David Lauter, Tribune News Service
Immigration will figure prominently in the 2024 presidential campaign, continuing its run as one of the nation’s longest-running and most divisive issues. Republicans plan to feature the troubles at the southern border as evidence for their argument that President Joe Biden is failing. Former President Donald Trump has amped up his already inflammatory anti-immigrant rhetoric, accusing migrants of “poisoning the blood” of Americans. He focused on the subject again in his speech after winning Monday night’s Iowa caucuses, saying that if he were elected he would enforce “a deportation level that we haven’t seen in this country in a long time ... since the Eisenhower administration.” Democrats find themselves on the back foot. Public support for immigration, which rose during the Trump years, has sunk since Biden took office, no doubt partly because of chaotic scenes at the border. While immigration issues unify Republicans, they divide Democrats.
The Times’ most recent UC Berkeley Institute of Governmental Studies poll of California voters provided clear evidence of the party’s divisions: Asked whether immigrants in the U.S. without authorization have created a burden for the country, Republican voters almost unanimously said they did. Democrats were divided, with about 1 in 5 saying the migrants created a “major burden,” 2 in 5 saying they created a “minor burden” and about one-third saying they were not a burden.
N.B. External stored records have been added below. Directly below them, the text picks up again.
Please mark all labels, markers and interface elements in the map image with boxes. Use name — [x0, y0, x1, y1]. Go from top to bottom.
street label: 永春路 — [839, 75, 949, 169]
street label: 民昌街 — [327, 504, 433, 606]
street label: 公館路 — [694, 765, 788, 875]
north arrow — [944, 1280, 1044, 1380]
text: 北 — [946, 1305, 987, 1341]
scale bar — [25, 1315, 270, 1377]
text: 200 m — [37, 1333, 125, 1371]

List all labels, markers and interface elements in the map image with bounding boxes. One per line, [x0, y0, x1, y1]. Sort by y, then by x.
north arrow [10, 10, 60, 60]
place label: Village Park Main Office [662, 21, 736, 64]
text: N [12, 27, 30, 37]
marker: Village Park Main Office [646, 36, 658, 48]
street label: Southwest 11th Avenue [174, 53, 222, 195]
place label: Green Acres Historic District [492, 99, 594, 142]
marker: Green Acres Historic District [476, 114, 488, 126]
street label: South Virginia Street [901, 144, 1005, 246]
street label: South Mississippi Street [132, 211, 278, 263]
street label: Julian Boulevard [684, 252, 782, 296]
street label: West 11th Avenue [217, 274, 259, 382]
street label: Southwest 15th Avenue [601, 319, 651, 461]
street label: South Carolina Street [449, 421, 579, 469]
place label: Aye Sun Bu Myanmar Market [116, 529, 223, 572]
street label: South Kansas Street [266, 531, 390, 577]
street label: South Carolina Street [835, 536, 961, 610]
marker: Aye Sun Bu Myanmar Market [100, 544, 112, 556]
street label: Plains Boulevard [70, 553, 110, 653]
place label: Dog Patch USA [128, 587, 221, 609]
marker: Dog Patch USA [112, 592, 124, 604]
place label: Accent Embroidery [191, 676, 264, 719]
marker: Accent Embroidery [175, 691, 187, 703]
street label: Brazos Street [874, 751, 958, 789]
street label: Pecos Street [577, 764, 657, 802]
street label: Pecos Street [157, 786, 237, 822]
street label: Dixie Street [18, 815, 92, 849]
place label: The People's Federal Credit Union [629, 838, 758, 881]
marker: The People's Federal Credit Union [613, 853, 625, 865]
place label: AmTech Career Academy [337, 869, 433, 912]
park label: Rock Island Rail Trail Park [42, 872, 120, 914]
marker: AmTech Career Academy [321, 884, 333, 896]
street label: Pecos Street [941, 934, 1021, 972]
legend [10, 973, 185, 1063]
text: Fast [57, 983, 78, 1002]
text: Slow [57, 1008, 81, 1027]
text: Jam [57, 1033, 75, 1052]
The result is a one-sided debate: Republicans have relentlessly been on the attack, and Democrats have taken a defensive crouch. For the last couple of months, the White House, for example, has been trying to make concessions to Republicans in hopes of reaching a compromise on border security. So far, the talks haven’t achieved their goal, but the debate has further soured relations between the president and his party’s left wing. As the debate has droned on, neither party has seriously tried to grapple with the biggest issue: Just how many immigrants does the US need?
For any country, immigration poses a trade-off. On the one hand, newcomers bring new ideas, new resources and welcome vitality. The poll of American immigrants that The Times did last year with KFF, formerly the Kaiser Family Foundation, vividly illustrated how immigrants today are the keepers of the flame when it comes to optimism about the future — once a hallmark of American society. But high levels of immigration can also bring social instability. Large numbers of unskilled immigrants can depress wages in certain parts of the economy, at least for a time. And new residents with new customs can generate a backlash, as the US has vividly seen in recent years. Striking the right balance is complicated, but it starts with grappling seriously with the question of what level of immigration would be optimal.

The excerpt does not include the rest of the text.